-- EXERCISE OBJECTIVE --
Show all lines of the listing that hold the word "PRINCIPAL".

══ SUPPLIED RECORDS ══

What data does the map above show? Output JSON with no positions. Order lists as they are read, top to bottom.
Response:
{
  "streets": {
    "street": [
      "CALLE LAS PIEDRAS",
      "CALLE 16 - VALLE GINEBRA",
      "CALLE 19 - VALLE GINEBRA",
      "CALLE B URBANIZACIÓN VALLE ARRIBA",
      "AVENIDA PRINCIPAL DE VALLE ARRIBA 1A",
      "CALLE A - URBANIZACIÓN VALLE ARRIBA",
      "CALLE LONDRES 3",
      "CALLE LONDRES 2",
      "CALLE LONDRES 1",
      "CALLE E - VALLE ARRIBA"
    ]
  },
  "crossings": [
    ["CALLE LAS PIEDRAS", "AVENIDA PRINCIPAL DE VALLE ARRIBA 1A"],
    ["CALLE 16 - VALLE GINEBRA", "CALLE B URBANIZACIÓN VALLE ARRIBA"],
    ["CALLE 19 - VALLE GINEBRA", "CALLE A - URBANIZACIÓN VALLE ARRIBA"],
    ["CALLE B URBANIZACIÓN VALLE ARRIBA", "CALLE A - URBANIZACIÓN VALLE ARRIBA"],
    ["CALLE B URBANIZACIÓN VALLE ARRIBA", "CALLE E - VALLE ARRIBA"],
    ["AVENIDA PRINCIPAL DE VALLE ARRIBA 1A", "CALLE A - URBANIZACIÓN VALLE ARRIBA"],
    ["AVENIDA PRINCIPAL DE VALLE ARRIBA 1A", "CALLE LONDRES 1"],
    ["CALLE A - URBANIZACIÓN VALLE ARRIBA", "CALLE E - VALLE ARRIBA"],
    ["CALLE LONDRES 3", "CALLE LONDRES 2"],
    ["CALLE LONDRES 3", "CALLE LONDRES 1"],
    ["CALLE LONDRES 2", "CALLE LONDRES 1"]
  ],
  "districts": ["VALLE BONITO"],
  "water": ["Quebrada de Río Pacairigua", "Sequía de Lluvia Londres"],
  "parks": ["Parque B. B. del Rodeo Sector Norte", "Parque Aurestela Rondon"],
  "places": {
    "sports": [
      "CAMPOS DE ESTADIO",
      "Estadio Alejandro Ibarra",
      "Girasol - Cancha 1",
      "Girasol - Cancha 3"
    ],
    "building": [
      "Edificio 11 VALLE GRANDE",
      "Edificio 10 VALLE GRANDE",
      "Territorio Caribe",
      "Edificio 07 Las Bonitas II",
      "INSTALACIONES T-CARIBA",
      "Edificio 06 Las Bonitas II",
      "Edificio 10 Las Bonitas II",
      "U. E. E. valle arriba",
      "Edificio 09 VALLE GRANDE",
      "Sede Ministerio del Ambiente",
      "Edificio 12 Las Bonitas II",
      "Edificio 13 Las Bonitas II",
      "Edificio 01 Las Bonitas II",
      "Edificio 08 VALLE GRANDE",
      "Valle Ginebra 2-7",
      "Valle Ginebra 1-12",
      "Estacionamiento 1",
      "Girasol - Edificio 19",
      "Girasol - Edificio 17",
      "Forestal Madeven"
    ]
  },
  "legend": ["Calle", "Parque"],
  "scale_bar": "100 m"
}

═══

-- RESPONSE TO THIS EXERCISE --
      "AVENIDA PRINCIPAL DE VALLE ARRIBA 1A",
    ["CALLE LAS PIEDRAS", "AVENIDA PRINCIPAL DE VALLE ARRIBA 1A"],
    ["AVENIDA PRINCIPAL DE VALLE ARRIBA 1A", "CALLE A - URBANIZACIÓN VALLE ARRIBA"],
    ["AVENIDA PRINCIPAL DE VALLE ARRIBA 1A", "CALLE LONDRES 1"],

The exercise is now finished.